-- Opening Marker --

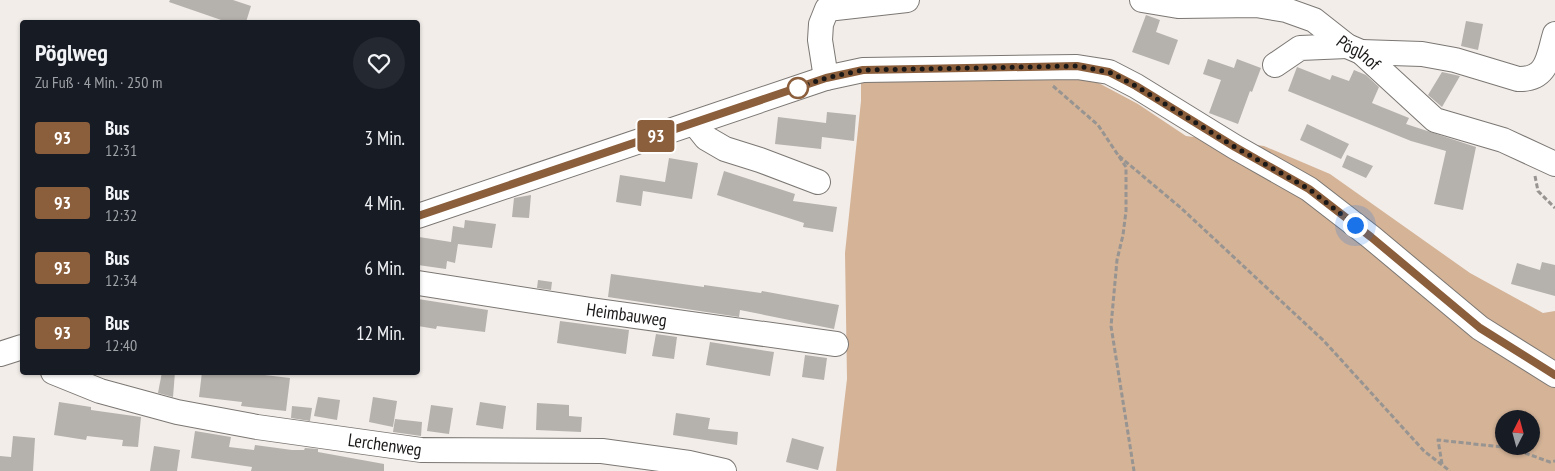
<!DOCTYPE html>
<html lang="de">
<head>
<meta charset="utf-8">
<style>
	body { margin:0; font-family:"PT Sans Narrow",sans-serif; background:#242831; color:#f1f3f6; height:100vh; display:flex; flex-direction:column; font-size:19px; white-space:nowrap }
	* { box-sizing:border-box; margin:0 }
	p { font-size:16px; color:#9ea1a6 }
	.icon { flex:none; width:28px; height:28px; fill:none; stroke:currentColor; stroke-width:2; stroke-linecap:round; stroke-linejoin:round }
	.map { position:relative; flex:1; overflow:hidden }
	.drawer { position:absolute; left:20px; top:20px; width:400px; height:355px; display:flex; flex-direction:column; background:#171b24; border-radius:5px; box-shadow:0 1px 4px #0004 }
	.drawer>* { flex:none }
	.badge { padding:0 10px; border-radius:4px; font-size:18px; line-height:32px }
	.needle { width:32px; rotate:6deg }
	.fabs { position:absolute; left:1495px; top:410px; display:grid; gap:10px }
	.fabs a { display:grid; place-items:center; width:45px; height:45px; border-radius:50%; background:#171b24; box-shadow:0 1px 4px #0004; font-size:25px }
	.you { position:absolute; width:25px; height:25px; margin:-12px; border:4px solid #fff; border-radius:50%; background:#1a73e8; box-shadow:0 0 0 8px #1a73e833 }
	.map>.badge { position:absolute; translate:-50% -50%; box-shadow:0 0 0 2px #fff }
	.round { display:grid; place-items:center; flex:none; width:52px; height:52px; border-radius:26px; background:#242831 }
	.overview { display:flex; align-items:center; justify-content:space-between; height:85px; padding:0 15px }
	h1 { font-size:24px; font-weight:700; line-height:38px }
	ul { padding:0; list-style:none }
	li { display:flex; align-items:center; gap:15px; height:65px; padding:0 15px }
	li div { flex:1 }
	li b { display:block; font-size:19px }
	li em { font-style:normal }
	li .badge { min-width:55px; font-weight:700; text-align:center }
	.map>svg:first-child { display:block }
	.forest { fill:#d4b397; fill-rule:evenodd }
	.building { fill:#b5b1ad }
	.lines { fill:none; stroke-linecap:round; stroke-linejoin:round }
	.minor-casing { stroke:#7b7773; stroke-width:26 }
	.path { stroke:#979491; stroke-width:3; stroke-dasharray:5 2.5; stroke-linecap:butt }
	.minor { stroke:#fff; stroke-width:24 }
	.line-casing { stroke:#fff; stroke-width:11 }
	.line { stroke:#8b5e3c; stroke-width:8 }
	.walk { stroke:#1b1918; stroke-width:5; stroke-dasharray:0 9 }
	.stop-dot { fill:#fff; stroke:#8b5e3c; stroke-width:2.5 }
	.labels { text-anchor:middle; stroke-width:4; stroke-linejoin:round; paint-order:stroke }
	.street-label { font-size:18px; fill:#1b1918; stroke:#fff }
</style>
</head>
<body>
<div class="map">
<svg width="1555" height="471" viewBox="0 0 1555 471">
	<rect width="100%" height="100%" fill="#f2ede9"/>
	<path class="forest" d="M1025 73 1093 80 1138 104 1186 136 1264 146 1330 174 1470 273 1543 313 1555 311V471H836L847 379 845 253 861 101V78L992 81ZM1504 419H1531V446H1504Z"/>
	<g class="building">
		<polygon points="170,0 233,0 251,6 246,22 227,22 169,2"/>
		<polygon points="1146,15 1160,20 1156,32 1178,40 1169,65 1132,52"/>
		<polygon points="1466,21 1483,24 1478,50 1461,46"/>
		<polygon points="1208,59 1234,68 1237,59 1261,68 1252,92 1250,91 1238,124 1209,113 1221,80 1203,74"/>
		<polygon points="1297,67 1330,80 1332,75 1349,81 1354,70 1366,75 1379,87 1372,103 1409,118 1406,124 1476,147 1463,210 1434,204 1446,151 1411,141 1288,91"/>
		<polygon points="1442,72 1460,76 1442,107 1428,95"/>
		<polygon points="827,112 856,115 854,141 822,137 821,149 775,144 778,117 826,123"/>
		<polygon points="1307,124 1349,144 1341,159 1300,140"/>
		<polygon points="1347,155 1373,166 1366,178 1342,167"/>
		<polygon points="669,158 698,163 692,199 643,191 641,206 616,202 620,175 665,182"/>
		<polygon points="724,171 795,194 793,201 837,207 833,232 803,227 804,223 717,195"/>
		<polygon points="531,195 529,218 512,217 514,198"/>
		<polygon points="465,220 496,224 492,248 458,244 455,263 447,261 446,269 418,265 419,237 451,242 453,226 464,228"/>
		<polygon points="1542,262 1555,265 1555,296 1511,284 1517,263 1540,270"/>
		<polygon points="611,274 704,287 704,285 761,293 762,291 839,305 834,329 740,310 739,317 608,297"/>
		<polygon points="538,280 552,282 551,290 537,288"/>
		<polygon points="418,299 488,310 485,332 437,326 436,329 418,326"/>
		<polygon points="560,321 629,330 626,354 557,343"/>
		<polygon points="656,334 677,337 674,359 652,356"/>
		<polygon points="710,342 774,352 770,376 706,365"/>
		<polygon points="805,355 827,358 824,380 802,377"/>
		<polygon points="162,372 175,372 173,397 158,393"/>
		<polygon points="202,372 238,372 290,378 286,411 241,406 242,402 199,397"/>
		<polygon points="318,397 340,400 337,420 314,416"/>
		<polygon points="373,397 397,401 393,427 369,422"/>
		<polygon points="59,402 91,407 91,410 141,417 138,447 122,446 123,440 87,436 86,440 54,435"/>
		<polygon points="480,402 506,406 503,429 476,425"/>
		<polygon points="537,403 569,405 569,416 582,417 581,432 536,430"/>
		<polygon points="431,405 453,408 449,434 427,431"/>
		<polygon points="292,406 312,408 310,421 291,418"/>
		<polygon points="676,413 710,418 708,429 738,432 737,445 673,435"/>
		<polygon points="395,419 422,422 421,436 393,432"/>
		<polygon points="195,431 231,437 229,447 254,450 255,445 292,450 304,450 305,448 318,449 318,452 384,464 384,471 251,471 252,467 191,458"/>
		<polygon points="13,436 35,438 33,471 0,471 0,456 11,457"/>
		<polygon points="792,438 824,447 818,470 786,462"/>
		<polygon points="154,446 180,450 177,471 150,471"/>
	</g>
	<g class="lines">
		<g class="minor-casing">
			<g id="minor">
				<path id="s1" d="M1142 0 1178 6 1256 5 1286 10 1314 20 1347 46 1361 52 1435 120 1503 140 1555 164"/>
				<path d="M1361 52 1422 54 1455 60 1518 79C1548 80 1548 57 1555 34"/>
				<polyline points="1275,65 1300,48 1347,46"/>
				<polyline points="826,78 820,40 821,24 827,9 907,0"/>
				<polyline points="694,123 706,138 725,149 760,160 818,182"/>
				<polyline points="418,216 826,78 863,70 1077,67 1109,72 1136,86 1235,147 1309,189 1371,237 1480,328 1555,375"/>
				<path id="s2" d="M418 283 591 310 836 344"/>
				<polyline points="0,354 22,347"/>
				<path id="s3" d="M53 372 100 391 177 412 257 427 421 450 602 451 689 463 724 471"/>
			</g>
		</g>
		<g class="path">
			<polyline points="1053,86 1098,125 1126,167 1126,211 1123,235 1117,260 1111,326 1134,471"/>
			<polyline points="1119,156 1181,208 1324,341 1424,451 1450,471"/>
			<polyline points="1535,176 1538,191 1555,208"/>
			<polyline points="1442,464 1438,440 1511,448 1550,462 1555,461"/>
		</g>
		<use href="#minor" class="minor"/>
	</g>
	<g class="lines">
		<g class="line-casing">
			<polyline id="line" points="418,216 826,78 863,70 1077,66 1109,72 1136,86 1235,147 1309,189 1371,237 1480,328 1555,375"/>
		</g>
		<use href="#line" class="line"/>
		<polyline class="walk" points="798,88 794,89 826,78 863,70 1077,66 1109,72 1136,86 1235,147 1309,189 1355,225"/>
	</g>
	<circle class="stop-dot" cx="798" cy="88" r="10"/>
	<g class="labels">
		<g class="street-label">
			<text dy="6" stroke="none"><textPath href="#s1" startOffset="230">Pöglhof</textPath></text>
			<text dy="6" stroke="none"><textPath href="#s2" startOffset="211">Heimbauweg</textPath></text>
			<text dy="6" stroke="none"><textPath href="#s3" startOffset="341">Lerchenweg</textPath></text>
		</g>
	</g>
</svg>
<div class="fabs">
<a><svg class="needle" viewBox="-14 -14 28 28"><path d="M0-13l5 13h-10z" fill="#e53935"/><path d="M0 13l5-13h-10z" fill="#9ea1a6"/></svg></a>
</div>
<div class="you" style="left:1355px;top:225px"></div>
<b class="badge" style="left:656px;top:136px;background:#8b5e3c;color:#fff">93</b>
<section class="drawer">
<div class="overview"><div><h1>Pöglweg</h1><p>Zu Fuß · 4 Min. · 250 m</p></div><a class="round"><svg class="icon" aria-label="heart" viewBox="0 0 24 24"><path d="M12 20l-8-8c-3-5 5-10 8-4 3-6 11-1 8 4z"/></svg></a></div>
<ul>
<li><span class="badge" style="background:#8b5e3c;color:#fff">93</span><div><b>Bus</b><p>12:31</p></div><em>3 Min.</em></li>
<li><span class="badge" style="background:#8b5e3c;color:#fff">93</span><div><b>Bus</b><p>12:32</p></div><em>4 Min.</em></li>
<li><span class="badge" style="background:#8b5e3c;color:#fff">93</span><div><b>Bus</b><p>12:34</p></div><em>6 Min.</em></li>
<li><span class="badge" style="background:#8b5e3c;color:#fff">93</span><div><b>Bus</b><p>12:40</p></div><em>12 Min.</em></li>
</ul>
</section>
</div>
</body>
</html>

-- Closing Marker --

The task » Across the entries above, tally every line that includes the string "linecap", then state only the count.

Finished exercise » 3